# Hands-on example with Spark Streaming

Kaggle fraud detection data will be used in this notebook. We want to count the number of transactions that reach a recipient (nameDest) in streaming

#### Data import

In [1]:
import findspark
findspark.init()

In [2]:
#%load_ext nb_black
from pyspark.sql import SparkSession
import pyspark.sql.functions as F
import pyspark.sql.types as T

spark = SparkSession.builder.getOrCreate()

In [3]:
df = spark.read.csv("data/fraud_detection.csv", 
                    header=True, 
                    inferSchema=True)

In [4]:
df.columns

['step',
 'type',
 'amount',
 'nameOrig',
 'oldbalanceOrg',
 'newbalanceOrig',
 'nameDest',
 'oldbalanceDest',
 'newbalanceDest',
 'isFraud',
 'isFlaggedFraud']

In [5]:
df = df.drop("isFraud", "isFlaggedFraud")

In [6]:
df.show(2)

+----+-------+-------+-----------+-------------+--------------+-----------+--------------+--------------+
|step|   type| amount|   nameOrig|oldbalanceOrg|newbalanceOrig|   nameDest|oldbalanceDest|newbalanceDest|
+----+-------+-------+-----------+-------------+--------------+-----------+--------------+--------------+
|   1|PAYMENT|9839.64|C1231006815|     170136.0|     160296.36|M1979787155|           0.0|           0.0|
|   1|PAYMENT|1864.28|C1666544295|      21249.0|      19384.72|M2044282225|           0.0|           0.0|
+----+-------+-------+-----------+-------------+--------------+-----------+--------------+--------------+
only showing top 2 rows



#### Input Data Streaming

Step maps to a unit of time, in this case, 1 step is 1 hour of time. In a real case we would have a process that runs every hour and would get all the transactions every hour.

In [7]:
df.groupBy("step").count().show(3)

+----+-----+
|step|count|
+----+-----+
| 148|   12|
| 463|   10|
| 471| 2620|
+----+-----+
only showing top 3 rows



Therefore, we can save the result of that work by filtering on each step and saving it to a separate file.

In [8]:
%%time
steps = df.select("step").distinct().collect()

for step in steps[:]:
    _df = df.where(f"step = {step[0]}")
    #by adding coalesce(1) we save the dataframe to one file
    _df.coalesce(1).write.mode("append").option("header", "true").csv("data/fraud")

Wall time: 0 ns


'steps = df.select("step").distinct().collect()\nfor step in steps[:]:\n    _df = df.where(f"step = {step[0]}")\n    #by adding coalesce(1) we save the dataframe to one file\n    _df.coalesce(1).write.mode("append").option("header", "true").csv("data/fraud")'

In [9]:
!cd data/fraud 

In [10]:
part = spark.read.csv(
    "data/fraud/part-00000-897a9dd3-832b-4e43-bcdc-c0009cfec4f0-c000.csv",
    header=True,
    inferSchema=True,
)

In [11]:
part.groupBy("step").count().show()

+----+-----+
|step|count|
+----+-----+
|  34|30904|
+----+-----+



#### Streaming Processing

Let's create a streaming version of this post, we will read each file one by one as if it were a streaming process.

In [12]:
dataSchema = part.schema

In [13]:
dataSchema

StructType(List(StructField(step,IntegerType,true),StructField(type,StringType,true),StructField(amount,DoubleType,true),StructField(nameOrig,StringType,true),StructField(oldbalanceOrg,DoubleType,true),StructField(newbalanceOrig,DoubleType,true),StructField(nameDest,StringType,true),StructField(oldbalanceDest,DoubleType,true),StructField(newbalanceDest,DoubleType,true)))

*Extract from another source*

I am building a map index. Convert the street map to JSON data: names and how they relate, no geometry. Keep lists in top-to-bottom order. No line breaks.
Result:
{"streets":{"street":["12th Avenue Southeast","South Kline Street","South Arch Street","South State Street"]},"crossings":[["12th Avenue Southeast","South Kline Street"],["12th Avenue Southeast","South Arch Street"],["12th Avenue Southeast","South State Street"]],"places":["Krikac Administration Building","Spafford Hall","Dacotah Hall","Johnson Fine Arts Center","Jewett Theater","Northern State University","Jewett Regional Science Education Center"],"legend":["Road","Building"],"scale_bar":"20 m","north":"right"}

**maxFilesPerTrigger** allows you to control how quickly Spark will read all the files in the folder.
In this example, we are limiting the stream to one file per trigger.

In [14]:
streaming = (
    spark.readStream.schema(dataSchema)
    .option("maxFilesPerTrigger", 1)
    .csv("data/fraud/")
)

Let's set up a transform. The nameDest column is the ID of the recipient of the transaction.

In [15]:
dest_count = streaming.groupBy("nameDest").count().orderBy(F.desc("count"))

Now that we have our transformation, we need to specify an output for the results. For this example, we are going to write the results to memory.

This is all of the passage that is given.